(Stored data)
"""

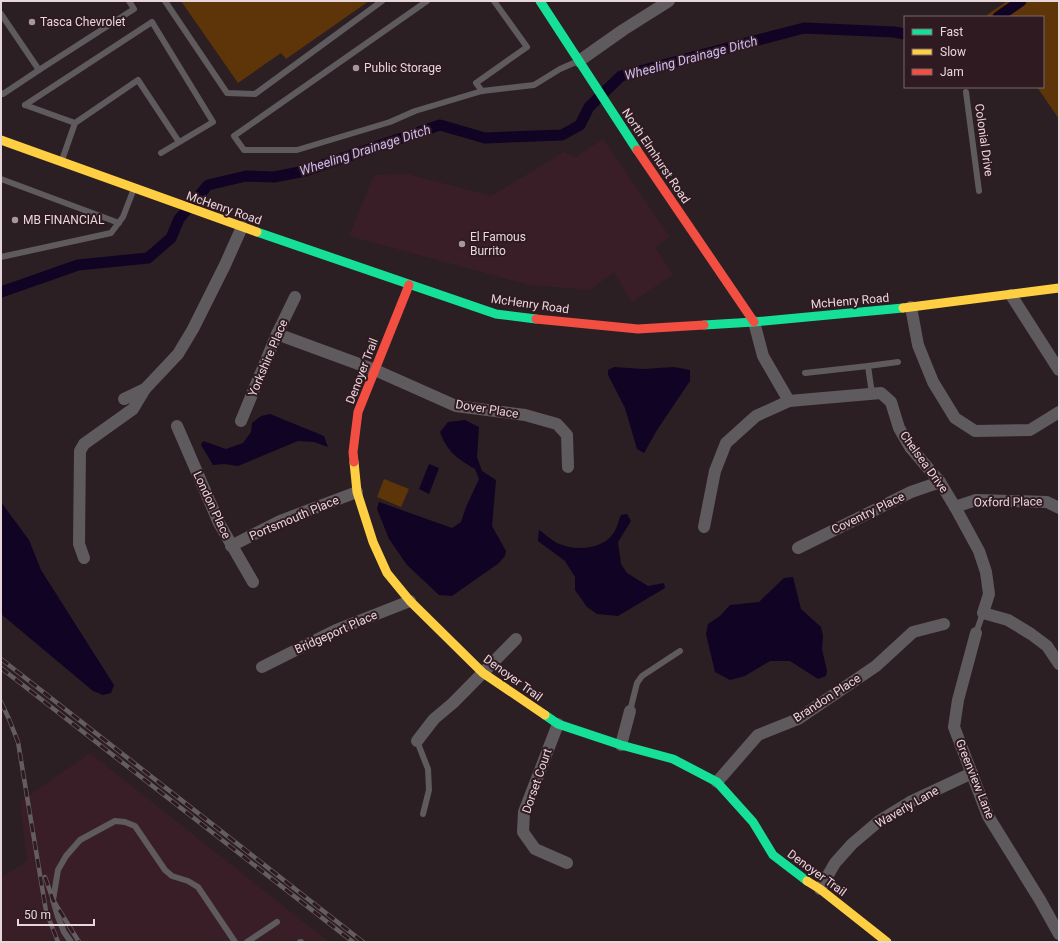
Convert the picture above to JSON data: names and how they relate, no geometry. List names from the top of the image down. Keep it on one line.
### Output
{"streets":{"main road":["North Elmhurst Road","McHenry Road","Denoyer Trail"],"street":["Yorkshire Place","Dover Place","Chelsea Drive","Oxford Place","London Place","Coventry Place","Portsmouth Place","Bridgeport Place","Brandon Place","Greenview Lane","Dorset Court","Waverly Lane"],"lane":["Colonial Drive"]},"crossings":[["North Elmhurst Road","McHenry Road"],["McHenry Road","Denoyer Trail"],["Yorkshire Place","Dover Place"],["Denoyer Trail","Dover Place"],["Denoyer Trail","Portsmouth Place"],["Denoyer Trail","Bridgeport Place"],["Denoyer Trail","Brandon Place"],["Denoyer Trail","Dorset Court"],["Denoyer Trail","Waverly Lane"],["Chelsea Drive","Oxford Place"],["Chelsea Drive","Coventry Place"],["Chelsea Drive","Greenview Lane"],["London Place","Portsmouth Place"],["Greenview Lane","Waverly Lane"]],"water":["Wheeling Drainage Ditch"],"places":["Tasca Chevrolet","Public Storage","MB FINANCIAL","El Famous Burrito"],"legend":["Fast","Slow","Jam"],"scale_bar":"50 m"}
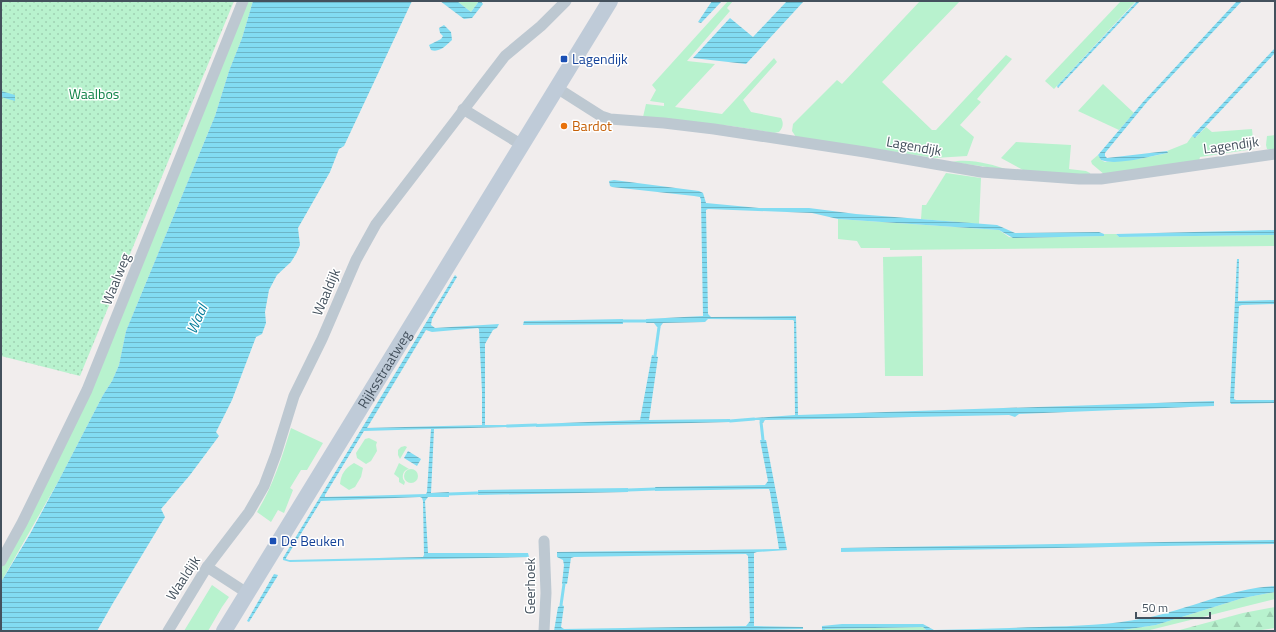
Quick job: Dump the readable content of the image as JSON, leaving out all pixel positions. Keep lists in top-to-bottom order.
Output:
{
  "streets": {
    "street": [
      "Lagendijk",
      "Waalweg",
      "Waaldijk",
      "Rijksstraatweg",
      "Geerhoek"
    ]
  },
  "crossings": [
    ["Lagendijk", "Rijksstraatweg"]
  ],
  "water": ["Waal"],
  "parks": ["Waalbos"],
  "places": {
    "transit": ["Lagendijk", "De Beuken"],
    "other": ["Bardot"]
  },
  "scale_bar": "50 m"
}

"""

All that is needed is how many lines of the data contain "image", stated as a number.

# Result for this task
2